Extension of BEMA®-Related Patent

On February 16, 2012, the Company announced that the U.S. Patent and Trademark Office ("USPTO") issued a Notice of Allowance regarding the Company's patent application (No. 13/184306) and, once the patent is granted, will extend the exclusivity of the BEMA® drug delivery technology for its BEMA® Buprenorphine and BEMA® Buprenorphine/Naloxone products from 2020 to 2027. As a result, pursuant to the Endo Agreement, the Company is entitled to a milestone payment in the amount of $15 million upon the final granting of this patent and an additional milestone payment of $20 million at the time of approval of a NDA for BEMA® Buprenorphine for the treatment of chronic pain.

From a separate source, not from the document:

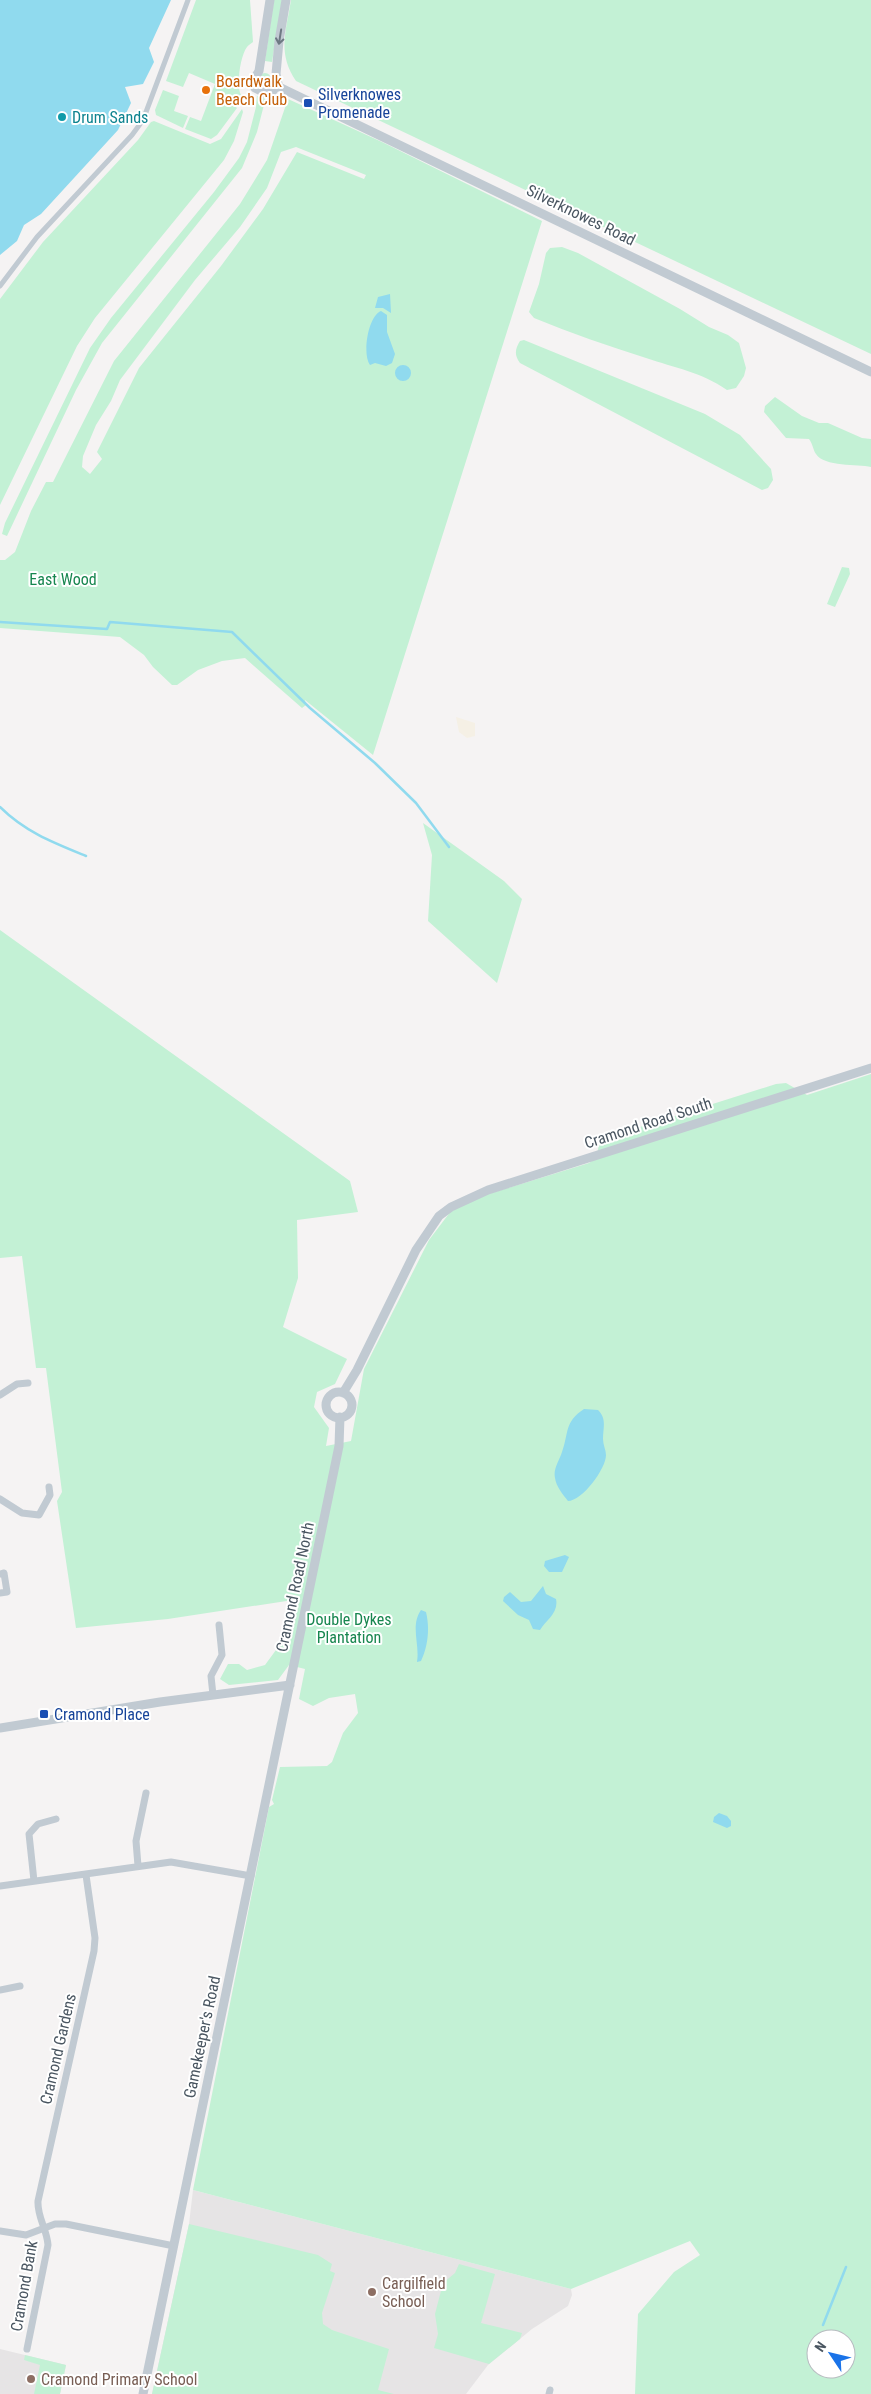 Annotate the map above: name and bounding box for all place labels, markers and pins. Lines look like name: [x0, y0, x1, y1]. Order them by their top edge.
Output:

Renewal of Shelf Registration Statement

In February 2012, the Company's universal shelf registration statement pursuant to which it could issue up to $50 million of its securities from time to tiem and subject to certain conditions expired. In January 2012, the Company filed a renewal of its shelf registration statement which registered up to $40 million of the Company's securities for potential future issuance, and such registration statement was declared effective on February 24, 2012.

Stay Granted in MonoSol Litigation

On March 7, 2012, the court in the Company's lawsuit with MonoSol Rx, LLC granted the Company's motion for a stay of further litigation. The court ordered that the case would be stayed pending resolution by the USPTO of reexamination proceedings and follows the prior rejection by the USPTO of all claims in all three patents asserted by MonoSol against the Company and its commercial partners for ONSOLIS®. Management estimates that up to $1.0 million of expense previously budgeted for the defense of the MonoSol litigation could be saved by the stay of the litigation, although such estimate may vary depending on future circumstances.

Reformulation of ONSOLIS®

On March 12, 2012, the Company announced the postponement of the U.S. relaunch of ONSOLIS® until the product formulation can be modified to address two appearance issues raised by the FDA following an inspection of the ONSOLIS® manufacturing facility. Specifically, the FDA identified the formation of microscopic crystals and a slight fading of the color during the 24-month shelf life of the product. Management estimates that the total cost of the ONSOLIS® reformulation project will be between $0.6 million and $1.2 million, although such project in its early stages and such estimate may vary.